We had been moving for a few hours when the enemy's planes made us go to the forest again. We were moving towards the village in front of us when suddenly the firing from artilleries began. Our retreating way was then cut off. The Russian soldier wanted to keep moving through the forest and the whole colon was headed that way. After crossing the highway and the ditch, the soldier went back to the colon and that was the last time I saw him. I had the squadron leader send the third group forward and then I sent my group. We started moving towards the front. I had 11 Estonians in my group. I let the squadron leader know about my intentions and asked him to come with. He shook his head and said his good-byes.

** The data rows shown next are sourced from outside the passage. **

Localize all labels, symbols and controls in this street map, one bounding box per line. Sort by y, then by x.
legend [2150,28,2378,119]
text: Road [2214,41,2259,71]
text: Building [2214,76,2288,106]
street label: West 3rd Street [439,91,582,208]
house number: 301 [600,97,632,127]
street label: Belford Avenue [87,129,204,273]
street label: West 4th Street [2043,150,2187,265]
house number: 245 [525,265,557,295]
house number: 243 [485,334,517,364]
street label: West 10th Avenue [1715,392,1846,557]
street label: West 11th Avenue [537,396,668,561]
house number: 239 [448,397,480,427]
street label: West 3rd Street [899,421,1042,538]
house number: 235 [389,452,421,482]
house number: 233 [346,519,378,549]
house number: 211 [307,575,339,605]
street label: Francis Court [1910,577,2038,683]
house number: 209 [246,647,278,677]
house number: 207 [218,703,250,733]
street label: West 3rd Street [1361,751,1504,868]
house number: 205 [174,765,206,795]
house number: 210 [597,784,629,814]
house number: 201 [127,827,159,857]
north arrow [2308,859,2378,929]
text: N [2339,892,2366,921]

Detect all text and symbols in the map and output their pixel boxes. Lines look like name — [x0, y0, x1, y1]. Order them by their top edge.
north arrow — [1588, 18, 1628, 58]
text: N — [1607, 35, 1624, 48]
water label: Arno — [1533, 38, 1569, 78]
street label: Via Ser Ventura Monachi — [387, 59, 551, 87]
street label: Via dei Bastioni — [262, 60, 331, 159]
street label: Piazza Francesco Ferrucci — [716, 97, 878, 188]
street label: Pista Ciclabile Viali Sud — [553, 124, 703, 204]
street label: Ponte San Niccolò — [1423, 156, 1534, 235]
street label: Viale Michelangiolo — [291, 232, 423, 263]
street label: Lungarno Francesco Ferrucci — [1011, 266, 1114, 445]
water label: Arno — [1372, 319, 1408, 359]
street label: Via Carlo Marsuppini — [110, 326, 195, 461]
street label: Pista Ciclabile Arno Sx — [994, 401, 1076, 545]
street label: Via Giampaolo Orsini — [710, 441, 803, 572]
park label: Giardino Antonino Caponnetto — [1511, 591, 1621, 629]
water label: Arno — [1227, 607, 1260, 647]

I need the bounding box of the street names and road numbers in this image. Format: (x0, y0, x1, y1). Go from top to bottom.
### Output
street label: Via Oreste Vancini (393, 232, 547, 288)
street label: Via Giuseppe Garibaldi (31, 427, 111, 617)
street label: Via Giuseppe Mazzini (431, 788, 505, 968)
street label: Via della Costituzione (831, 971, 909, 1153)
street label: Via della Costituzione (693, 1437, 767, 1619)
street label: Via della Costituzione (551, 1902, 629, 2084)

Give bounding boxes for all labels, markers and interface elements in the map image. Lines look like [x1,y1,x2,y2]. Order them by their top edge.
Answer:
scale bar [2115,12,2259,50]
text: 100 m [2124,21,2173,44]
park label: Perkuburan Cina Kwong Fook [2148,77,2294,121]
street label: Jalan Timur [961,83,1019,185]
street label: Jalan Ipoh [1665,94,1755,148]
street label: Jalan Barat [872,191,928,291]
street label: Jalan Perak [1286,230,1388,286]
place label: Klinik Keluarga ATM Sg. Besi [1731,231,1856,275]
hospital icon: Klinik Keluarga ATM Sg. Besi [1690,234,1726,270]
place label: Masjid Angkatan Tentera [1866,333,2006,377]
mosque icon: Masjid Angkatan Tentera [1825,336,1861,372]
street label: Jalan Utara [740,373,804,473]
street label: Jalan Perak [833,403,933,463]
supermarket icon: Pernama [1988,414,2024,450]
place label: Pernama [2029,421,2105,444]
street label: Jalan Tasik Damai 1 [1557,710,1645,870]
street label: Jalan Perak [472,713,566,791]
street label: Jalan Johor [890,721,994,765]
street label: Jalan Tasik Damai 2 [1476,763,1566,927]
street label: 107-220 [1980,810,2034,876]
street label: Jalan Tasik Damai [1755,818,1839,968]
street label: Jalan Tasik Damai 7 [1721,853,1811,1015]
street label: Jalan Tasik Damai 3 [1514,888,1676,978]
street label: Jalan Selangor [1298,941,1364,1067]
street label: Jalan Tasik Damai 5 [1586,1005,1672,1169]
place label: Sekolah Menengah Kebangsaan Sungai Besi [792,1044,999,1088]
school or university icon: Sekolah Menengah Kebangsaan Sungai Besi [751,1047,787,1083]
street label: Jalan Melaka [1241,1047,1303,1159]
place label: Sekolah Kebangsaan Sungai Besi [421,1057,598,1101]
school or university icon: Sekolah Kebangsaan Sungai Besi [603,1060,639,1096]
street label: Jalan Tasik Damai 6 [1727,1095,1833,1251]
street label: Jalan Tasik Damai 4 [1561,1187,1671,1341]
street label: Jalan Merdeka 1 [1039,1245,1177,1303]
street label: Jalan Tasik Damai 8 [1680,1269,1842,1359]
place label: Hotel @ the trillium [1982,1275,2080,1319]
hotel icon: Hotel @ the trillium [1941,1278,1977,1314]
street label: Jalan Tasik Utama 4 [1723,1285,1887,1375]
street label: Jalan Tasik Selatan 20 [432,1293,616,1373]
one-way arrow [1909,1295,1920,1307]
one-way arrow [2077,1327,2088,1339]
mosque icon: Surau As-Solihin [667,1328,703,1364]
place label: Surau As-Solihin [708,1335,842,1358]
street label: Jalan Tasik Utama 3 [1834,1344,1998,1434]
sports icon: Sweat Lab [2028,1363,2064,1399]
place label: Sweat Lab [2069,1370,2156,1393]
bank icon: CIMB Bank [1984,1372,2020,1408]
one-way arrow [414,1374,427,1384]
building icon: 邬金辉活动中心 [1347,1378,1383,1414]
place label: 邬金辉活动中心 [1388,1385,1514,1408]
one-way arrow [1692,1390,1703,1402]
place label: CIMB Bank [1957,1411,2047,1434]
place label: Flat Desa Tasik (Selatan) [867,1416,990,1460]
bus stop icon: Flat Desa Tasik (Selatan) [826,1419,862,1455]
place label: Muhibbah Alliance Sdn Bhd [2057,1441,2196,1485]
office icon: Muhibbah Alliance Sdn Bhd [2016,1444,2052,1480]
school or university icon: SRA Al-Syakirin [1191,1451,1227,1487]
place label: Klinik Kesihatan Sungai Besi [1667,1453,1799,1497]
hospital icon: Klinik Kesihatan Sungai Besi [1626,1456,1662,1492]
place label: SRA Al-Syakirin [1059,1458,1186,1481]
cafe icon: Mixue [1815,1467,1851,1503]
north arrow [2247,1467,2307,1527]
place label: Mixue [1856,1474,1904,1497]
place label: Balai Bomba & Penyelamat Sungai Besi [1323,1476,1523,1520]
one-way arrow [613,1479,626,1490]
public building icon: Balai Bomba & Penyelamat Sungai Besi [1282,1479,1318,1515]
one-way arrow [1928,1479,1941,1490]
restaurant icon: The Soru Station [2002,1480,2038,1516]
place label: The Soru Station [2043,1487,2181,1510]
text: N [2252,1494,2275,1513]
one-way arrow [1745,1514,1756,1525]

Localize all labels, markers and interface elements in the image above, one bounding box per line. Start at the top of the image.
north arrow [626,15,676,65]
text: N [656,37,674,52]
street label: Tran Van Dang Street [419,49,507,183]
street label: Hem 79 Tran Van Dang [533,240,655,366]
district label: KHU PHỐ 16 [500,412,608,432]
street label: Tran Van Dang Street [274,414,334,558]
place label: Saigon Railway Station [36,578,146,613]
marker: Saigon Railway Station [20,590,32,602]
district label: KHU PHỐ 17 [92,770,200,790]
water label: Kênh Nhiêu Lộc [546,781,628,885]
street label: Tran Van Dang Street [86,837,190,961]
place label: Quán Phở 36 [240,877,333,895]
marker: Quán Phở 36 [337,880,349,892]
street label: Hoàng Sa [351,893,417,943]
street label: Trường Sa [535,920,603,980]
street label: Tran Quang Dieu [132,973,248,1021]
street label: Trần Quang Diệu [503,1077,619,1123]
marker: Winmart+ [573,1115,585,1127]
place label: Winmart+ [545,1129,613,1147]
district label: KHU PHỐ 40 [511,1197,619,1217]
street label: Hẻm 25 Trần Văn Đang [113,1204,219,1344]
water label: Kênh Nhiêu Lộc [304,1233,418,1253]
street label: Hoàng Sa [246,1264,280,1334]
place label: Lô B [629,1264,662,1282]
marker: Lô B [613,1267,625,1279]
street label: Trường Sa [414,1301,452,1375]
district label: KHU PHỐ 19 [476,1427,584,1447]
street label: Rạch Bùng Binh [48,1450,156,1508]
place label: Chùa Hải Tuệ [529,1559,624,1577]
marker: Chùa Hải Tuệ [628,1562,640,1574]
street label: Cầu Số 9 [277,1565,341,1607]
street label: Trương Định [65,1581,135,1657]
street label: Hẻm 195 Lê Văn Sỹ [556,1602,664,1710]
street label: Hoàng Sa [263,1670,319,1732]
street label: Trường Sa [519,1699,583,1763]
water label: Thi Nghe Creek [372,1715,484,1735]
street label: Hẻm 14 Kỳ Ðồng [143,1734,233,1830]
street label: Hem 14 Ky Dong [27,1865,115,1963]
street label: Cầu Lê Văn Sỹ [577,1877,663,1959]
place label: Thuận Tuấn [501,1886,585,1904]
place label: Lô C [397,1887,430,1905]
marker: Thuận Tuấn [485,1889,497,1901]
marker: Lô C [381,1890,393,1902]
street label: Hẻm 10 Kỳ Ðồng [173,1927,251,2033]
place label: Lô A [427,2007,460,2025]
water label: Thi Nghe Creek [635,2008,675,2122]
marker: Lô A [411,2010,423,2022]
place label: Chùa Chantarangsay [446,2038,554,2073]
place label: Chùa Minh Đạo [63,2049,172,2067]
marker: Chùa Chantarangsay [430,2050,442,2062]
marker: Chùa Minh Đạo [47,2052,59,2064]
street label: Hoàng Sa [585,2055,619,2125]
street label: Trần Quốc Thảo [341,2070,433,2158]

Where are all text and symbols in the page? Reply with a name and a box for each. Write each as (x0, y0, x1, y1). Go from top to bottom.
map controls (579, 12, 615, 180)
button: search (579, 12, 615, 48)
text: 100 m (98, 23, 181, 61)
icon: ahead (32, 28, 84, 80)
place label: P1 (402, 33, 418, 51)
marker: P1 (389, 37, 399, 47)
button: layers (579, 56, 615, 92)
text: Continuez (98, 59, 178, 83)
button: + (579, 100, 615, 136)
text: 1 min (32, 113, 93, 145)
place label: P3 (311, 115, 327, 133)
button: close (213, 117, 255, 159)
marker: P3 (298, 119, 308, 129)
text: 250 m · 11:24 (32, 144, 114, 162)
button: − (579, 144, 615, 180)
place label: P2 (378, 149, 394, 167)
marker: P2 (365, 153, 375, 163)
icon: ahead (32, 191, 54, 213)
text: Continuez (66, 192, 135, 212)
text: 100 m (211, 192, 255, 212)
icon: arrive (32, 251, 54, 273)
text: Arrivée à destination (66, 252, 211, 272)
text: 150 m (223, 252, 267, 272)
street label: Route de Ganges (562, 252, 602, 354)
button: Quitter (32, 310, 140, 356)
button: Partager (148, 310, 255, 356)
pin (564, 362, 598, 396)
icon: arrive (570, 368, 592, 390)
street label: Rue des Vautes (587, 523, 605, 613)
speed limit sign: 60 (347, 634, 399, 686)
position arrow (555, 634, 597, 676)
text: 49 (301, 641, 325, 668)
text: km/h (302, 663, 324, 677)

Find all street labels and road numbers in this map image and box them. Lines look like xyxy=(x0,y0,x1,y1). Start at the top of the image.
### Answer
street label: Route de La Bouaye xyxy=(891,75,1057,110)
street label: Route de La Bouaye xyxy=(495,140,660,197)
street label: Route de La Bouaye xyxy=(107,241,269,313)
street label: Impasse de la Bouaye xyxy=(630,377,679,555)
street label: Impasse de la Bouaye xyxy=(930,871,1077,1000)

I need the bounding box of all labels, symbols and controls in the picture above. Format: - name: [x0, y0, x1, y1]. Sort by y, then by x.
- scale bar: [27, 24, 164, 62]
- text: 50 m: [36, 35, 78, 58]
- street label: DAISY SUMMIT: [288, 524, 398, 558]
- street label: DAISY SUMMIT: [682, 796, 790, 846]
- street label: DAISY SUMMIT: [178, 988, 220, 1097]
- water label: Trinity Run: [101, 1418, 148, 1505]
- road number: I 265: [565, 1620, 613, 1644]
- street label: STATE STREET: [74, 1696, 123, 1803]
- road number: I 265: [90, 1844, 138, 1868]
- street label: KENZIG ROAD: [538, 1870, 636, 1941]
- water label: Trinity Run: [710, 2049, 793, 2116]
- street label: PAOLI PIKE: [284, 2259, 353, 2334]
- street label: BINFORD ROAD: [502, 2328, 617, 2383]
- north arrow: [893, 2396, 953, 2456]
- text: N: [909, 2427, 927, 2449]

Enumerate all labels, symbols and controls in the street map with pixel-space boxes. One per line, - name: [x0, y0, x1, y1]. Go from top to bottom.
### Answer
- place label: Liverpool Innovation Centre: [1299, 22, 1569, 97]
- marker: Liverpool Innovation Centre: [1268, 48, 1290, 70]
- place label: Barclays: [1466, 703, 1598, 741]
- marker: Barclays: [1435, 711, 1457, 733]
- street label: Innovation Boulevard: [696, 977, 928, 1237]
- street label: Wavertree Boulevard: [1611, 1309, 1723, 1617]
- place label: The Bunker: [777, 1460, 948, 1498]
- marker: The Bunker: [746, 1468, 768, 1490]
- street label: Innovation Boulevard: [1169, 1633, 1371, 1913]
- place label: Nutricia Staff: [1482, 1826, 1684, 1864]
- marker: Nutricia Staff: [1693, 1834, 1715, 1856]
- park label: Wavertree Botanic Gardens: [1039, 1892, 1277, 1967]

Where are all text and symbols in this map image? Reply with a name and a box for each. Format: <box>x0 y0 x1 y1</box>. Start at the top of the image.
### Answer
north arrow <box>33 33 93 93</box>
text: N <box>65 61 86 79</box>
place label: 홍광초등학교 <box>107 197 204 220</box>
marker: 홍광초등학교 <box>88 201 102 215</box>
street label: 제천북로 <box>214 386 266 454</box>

We were moving towards west. After one kilometer I made a stop and explained the situation to my boys. We moved onwards on the protection of the scouts. We crossed the highway before reaching one village and had to cross a river, which luckily wasn't very deep. As we moved forward I heard someone call me by my name and five boys came out of the bushes – escapees just like us. We moved forward together. During the day it was extremely hot outside, so we decided to rest in the forest and when the night came we would start searching for contact with the Germans. During moving forward I heard someone yell: 'Saimre!' I yelled back. I was crossing the woods and soon saw Captain Saimre, the battalion's senior adjutant, come my way. With him was writer Raudsepp. I felt great joy. We discussed the situation and found that it is unlikely that we will reach our homeland with our group. We had no food and moving in the Germans' homefront armed would have been dangerous. According to our calculations we were about 100 kilometers away from our homeland. Thus we thought the best idea would be to give ourselves in as war prisoners."

Changing Sides

"Captain Saimre stayed with the men, I took two men and went to search for contact with the Germans. I hoped to meet them after a few kilometers but when we had walked five kilometers, we hadn't met anyone. As we were moving onwards I heard someone talking but it was hard to make out in which language. Suddenly someone yelled: 'Stop!' This was probably meant for some driver. I took the scouts with me and went in the direction of this voice. I was quite close to the men and yelled in Estonian: 'Good evening!' Nothing better came to my mind. The men acknowledged us and the one with silver shoulder patches asked if I have a gun. I gave away my gun and the men gave away theirs. Then they wanted to know if there were more of us. When they got a positive reply, the Germans offered us cigarettes but we couldn't really make any conversation – every second word in my mouth was in Russian.

A young man named Tuvikene went to look for Saimre, but came back soon and said he didn't find them. Then we were told to go to the village where the gathering place was. It was getting lighter when we saw three Russian aircrafts in the sky. It was a beautiful summer morning. The Germans were hiding. We, as gallant as we were, were walking in the middle of the road. There were no bombs thrown and the Germans were staring at us and probably wondered who the hell are those guys who are not afraid of the planes.

After walking a few kilometers we reached the village. From there we were led to the Karamõshova railway station, which was said to be 10 kilometers away. Soon a motorcyclist reached us with a message that the rest of our men have been found and are following us. Soon Captain Saimre came on a motorcycle. The German gave me a lift and we got to our destination. Soon other men arrived. There the Estonians and Russians were separated. The cars came after a few hours and we were taken to Ostrov. We saw burned houses, destroyed villages, crushed Russian tanks and the ruins of 30 Russian planes in Pihkva airport. In Ostrov we saw a large number of Estonians and the squadron leader Kõlu, who had stayed behind, was already there too. I heard that our great communist Liivak was there as well. I went to see him. The man looked sad on his sleeping place and I felt sorry for him. He said that he hadn't harmed anyone and he had destroyed his party ticket. If his own men won't give him away, he would have some hope to escape alive."